====== EXCERPTED RECORDS
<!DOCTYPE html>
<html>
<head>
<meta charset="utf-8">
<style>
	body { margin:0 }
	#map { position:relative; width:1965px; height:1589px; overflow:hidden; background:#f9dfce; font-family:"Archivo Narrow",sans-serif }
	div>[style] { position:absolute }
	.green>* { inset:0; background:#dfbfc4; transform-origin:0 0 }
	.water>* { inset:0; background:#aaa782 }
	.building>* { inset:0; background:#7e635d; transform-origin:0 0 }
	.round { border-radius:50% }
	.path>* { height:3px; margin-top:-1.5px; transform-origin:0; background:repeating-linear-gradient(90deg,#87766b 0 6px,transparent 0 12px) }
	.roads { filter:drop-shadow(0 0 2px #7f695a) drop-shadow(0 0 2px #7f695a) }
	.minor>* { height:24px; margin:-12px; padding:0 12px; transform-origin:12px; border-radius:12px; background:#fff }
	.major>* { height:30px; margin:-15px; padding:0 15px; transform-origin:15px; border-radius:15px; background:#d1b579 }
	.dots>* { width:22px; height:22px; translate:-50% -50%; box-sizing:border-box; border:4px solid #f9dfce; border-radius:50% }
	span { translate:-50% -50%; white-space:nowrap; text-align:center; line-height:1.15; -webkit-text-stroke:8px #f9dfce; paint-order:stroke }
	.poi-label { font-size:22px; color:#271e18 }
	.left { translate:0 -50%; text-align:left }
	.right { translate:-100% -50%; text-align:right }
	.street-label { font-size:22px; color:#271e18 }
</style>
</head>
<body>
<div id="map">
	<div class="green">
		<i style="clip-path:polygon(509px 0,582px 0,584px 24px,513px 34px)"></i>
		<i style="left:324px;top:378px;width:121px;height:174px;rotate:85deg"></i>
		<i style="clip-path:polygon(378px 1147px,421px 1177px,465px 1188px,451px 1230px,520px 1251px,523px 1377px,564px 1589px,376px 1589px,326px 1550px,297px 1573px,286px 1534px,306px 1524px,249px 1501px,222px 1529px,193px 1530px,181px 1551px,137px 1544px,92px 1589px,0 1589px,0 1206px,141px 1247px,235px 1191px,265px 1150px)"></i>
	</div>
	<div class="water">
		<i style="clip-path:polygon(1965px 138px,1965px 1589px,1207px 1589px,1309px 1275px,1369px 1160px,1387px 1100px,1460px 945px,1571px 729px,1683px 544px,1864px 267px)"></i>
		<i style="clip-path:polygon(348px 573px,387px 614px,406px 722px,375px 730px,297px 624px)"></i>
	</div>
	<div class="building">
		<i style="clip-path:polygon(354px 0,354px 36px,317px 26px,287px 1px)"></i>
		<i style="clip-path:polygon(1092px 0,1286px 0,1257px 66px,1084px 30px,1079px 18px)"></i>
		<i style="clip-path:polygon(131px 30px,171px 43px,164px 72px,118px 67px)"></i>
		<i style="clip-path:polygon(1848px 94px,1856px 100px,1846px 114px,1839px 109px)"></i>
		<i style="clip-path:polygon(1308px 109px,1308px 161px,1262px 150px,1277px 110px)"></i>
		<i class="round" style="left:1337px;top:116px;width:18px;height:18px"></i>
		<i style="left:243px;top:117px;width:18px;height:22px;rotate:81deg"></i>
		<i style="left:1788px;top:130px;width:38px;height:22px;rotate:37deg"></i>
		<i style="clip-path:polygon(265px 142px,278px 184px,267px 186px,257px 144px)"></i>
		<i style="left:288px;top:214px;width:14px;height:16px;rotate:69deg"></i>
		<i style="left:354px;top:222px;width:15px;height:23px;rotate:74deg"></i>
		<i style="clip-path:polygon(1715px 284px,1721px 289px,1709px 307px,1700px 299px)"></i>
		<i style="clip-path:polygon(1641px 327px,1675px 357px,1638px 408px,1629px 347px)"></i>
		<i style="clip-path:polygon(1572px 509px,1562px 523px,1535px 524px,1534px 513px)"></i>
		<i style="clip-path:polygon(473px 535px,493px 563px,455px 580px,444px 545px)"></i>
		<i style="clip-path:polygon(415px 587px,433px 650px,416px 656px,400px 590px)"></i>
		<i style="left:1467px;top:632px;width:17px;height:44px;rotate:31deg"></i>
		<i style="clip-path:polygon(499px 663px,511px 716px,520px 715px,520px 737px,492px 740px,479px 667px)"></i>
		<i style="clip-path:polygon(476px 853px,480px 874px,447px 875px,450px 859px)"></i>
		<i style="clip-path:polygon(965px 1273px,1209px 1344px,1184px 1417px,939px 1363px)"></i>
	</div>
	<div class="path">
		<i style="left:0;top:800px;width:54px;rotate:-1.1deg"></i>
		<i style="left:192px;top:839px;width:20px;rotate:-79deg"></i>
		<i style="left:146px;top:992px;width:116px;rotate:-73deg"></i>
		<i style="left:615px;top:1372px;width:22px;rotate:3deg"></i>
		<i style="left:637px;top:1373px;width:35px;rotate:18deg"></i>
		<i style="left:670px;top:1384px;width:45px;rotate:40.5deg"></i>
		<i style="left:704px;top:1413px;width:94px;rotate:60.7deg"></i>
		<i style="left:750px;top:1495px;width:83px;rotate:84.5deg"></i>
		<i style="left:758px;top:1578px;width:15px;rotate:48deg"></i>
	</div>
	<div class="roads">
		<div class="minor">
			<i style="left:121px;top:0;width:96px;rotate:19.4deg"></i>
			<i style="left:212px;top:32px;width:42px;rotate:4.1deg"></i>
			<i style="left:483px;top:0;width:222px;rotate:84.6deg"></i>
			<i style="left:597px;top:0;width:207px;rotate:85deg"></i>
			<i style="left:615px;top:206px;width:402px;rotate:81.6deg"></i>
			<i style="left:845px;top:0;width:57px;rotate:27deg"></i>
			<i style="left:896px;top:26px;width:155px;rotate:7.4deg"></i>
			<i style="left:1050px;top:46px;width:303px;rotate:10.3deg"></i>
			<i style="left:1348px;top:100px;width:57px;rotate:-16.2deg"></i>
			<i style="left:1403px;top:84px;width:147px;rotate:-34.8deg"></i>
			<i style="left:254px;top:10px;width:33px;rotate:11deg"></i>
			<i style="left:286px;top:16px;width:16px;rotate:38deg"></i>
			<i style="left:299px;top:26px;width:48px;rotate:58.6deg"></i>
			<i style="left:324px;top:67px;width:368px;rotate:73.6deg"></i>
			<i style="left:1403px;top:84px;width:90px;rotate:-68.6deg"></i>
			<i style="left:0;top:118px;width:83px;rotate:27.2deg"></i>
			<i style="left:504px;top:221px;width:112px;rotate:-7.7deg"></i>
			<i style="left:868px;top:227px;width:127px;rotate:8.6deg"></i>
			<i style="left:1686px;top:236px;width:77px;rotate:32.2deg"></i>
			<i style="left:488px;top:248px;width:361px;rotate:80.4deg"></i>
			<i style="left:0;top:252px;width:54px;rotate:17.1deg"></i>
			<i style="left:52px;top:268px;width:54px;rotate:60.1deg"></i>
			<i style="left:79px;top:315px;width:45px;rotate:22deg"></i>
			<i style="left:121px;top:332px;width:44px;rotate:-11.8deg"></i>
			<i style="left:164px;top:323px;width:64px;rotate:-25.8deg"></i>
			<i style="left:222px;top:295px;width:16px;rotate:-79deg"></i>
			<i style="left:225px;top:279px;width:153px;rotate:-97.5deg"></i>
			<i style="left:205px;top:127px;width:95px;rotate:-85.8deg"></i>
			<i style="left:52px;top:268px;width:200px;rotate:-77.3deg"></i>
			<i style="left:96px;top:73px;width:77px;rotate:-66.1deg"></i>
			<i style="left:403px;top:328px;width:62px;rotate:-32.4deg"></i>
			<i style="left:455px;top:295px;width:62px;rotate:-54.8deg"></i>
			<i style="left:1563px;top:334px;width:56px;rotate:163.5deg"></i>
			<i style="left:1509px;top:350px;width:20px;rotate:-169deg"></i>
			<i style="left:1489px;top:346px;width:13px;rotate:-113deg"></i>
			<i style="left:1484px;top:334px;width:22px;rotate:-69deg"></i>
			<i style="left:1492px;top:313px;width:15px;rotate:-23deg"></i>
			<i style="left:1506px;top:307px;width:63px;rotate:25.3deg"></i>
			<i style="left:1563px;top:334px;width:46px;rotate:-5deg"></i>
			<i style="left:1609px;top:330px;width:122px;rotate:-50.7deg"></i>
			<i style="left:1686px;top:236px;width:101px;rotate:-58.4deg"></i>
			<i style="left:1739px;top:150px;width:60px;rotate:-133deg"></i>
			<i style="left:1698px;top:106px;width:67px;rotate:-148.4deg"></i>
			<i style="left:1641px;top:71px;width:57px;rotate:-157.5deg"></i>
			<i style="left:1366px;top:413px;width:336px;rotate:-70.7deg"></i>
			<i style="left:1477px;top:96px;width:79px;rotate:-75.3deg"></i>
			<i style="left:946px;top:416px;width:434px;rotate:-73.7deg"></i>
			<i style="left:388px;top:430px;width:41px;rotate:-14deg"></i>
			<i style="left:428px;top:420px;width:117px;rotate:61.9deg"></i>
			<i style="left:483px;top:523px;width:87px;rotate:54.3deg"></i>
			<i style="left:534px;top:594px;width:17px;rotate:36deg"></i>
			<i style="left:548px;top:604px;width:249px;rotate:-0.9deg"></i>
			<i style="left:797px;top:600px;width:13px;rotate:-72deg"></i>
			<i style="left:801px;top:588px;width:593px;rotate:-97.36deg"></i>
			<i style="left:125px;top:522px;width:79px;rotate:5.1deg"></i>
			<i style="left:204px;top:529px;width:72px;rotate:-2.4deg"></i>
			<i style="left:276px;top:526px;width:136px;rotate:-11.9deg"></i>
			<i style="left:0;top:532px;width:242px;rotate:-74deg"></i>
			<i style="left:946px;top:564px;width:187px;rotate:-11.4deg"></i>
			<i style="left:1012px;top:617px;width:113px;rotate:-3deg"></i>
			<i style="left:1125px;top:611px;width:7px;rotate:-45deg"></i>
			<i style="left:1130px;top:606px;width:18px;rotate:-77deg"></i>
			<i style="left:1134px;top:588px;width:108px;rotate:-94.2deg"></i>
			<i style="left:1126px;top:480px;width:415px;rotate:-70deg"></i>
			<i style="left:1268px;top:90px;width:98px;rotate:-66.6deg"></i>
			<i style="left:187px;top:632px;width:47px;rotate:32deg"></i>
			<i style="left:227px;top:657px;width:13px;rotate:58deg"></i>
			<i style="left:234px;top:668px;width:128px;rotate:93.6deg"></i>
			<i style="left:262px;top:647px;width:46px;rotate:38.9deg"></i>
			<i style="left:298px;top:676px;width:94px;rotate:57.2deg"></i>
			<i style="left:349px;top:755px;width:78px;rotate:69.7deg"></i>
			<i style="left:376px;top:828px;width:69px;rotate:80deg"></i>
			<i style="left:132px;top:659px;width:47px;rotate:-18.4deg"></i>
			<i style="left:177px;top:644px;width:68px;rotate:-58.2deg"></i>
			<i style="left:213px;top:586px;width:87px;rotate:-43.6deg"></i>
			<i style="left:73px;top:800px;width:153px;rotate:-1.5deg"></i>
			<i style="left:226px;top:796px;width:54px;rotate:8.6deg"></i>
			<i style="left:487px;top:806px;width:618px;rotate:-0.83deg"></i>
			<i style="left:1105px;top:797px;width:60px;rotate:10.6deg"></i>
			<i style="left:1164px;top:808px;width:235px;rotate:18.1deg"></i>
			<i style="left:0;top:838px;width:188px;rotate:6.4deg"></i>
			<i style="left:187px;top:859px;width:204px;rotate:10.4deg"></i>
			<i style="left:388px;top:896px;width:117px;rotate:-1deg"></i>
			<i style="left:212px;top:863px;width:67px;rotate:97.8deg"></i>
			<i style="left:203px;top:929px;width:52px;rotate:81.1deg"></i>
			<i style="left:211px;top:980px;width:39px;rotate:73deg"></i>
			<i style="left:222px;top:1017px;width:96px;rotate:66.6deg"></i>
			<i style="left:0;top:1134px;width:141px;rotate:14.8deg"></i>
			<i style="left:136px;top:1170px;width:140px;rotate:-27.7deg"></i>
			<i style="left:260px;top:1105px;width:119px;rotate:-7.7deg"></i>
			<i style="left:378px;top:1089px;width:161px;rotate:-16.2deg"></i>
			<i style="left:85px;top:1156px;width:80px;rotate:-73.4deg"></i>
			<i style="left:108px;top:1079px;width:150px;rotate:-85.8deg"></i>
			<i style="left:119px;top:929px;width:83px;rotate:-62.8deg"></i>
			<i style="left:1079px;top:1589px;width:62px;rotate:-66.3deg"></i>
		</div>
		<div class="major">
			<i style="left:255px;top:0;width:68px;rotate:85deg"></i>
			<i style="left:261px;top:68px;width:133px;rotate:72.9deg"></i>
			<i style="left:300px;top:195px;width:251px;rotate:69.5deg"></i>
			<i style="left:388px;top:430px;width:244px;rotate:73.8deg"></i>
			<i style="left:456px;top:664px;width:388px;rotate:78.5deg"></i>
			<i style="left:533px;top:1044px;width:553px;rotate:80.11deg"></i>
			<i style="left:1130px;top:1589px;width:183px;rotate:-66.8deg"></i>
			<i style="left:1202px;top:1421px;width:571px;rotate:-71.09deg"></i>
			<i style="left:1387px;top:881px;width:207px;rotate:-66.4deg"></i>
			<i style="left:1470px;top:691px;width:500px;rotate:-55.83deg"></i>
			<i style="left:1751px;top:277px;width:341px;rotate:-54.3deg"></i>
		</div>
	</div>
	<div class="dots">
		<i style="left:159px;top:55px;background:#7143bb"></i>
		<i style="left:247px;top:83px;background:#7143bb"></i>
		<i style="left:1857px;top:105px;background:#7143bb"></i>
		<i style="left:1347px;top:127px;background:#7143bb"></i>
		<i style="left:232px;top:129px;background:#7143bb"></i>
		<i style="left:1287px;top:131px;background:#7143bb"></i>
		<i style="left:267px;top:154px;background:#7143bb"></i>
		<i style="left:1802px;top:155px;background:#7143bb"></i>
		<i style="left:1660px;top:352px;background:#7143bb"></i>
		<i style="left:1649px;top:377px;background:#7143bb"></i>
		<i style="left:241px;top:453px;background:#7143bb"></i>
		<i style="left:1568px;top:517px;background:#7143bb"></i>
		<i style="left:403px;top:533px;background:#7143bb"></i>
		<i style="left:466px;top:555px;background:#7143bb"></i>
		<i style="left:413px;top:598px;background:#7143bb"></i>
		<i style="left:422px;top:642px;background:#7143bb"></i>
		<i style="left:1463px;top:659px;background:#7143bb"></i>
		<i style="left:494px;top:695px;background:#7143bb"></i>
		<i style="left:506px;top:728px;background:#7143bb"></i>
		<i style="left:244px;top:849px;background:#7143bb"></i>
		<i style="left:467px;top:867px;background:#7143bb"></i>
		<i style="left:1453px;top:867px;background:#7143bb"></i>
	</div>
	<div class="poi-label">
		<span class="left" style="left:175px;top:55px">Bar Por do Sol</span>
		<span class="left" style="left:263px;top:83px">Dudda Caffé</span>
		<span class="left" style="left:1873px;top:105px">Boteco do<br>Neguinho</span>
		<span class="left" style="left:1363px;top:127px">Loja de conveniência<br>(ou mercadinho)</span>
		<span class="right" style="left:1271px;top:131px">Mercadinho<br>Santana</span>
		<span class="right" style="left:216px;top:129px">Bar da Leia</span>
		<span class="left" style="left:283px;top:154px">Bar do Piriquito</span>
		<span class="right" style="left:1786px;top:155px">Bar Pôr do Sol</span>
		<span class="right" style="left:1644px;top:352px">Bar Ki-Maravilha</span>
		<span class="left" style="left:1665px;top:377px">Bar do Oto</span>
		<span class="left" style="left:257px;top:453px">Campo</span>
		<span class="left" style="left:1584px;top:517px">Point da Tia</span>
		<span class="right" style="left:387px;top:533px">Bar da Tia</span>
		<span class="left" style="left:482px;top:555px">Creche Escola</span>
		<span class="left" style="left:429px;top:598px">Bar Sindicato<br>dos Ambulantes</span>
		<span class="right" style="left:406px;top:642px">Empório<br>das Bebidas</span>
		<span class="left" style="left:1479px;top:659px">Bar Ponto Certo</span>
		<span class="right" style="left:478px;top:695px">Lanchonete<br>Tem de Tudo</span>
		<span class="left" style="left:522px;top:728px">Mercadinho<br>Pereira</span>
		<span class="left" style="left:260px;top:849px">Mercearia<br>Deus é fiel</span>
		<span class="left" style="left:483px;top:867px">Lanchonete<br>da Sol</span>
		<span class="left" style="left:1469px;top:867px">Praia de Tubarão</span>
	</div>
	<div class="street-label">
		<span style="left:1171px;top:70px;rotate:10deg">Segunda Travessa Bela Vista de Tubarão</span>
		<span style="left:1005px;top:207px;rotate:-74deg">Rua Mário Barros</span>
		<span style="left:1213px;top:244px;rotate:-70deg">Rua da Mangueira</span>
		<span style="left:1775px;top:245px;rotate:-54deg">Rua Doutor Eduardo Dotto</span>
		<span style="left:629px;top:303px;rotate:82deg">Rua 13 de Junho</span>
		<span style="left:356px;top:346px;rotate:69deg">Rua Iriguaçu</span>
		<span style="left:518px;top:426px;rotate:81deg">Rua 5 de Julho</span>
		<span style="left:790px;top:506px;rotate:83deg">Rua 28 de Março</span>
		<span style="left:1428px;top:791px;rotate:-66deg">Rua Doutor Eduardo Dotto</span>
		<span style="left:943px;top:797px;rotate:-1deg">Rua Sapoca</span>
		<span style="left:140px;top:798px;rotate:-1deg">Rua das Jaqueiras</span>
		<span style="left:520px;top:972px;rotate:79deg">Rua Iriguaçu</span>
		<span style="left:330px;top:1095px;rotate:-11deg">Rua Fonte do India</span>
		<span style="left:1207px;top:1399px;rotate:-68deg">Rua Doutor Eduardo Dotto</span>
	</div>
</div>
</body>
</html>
============
__WHAT THE TASK ASKS__. If a line comes after the one that contains "position:relative; width:1965px; height:1589px;", leave it out; return every line of the entries up to that point exactly, starting with the first, with that line included.

__THE COMPLETED TASK__.
<!DOCTYPE html>
<html>
<head>
<meta charset="utf-8">
<style>
	body { margin:0 }
	#map { position:relative; width:1965px; height:1589px; overflow:hidden; background:#f9dfce; font-family:"Archivo Narrow",sans-serif }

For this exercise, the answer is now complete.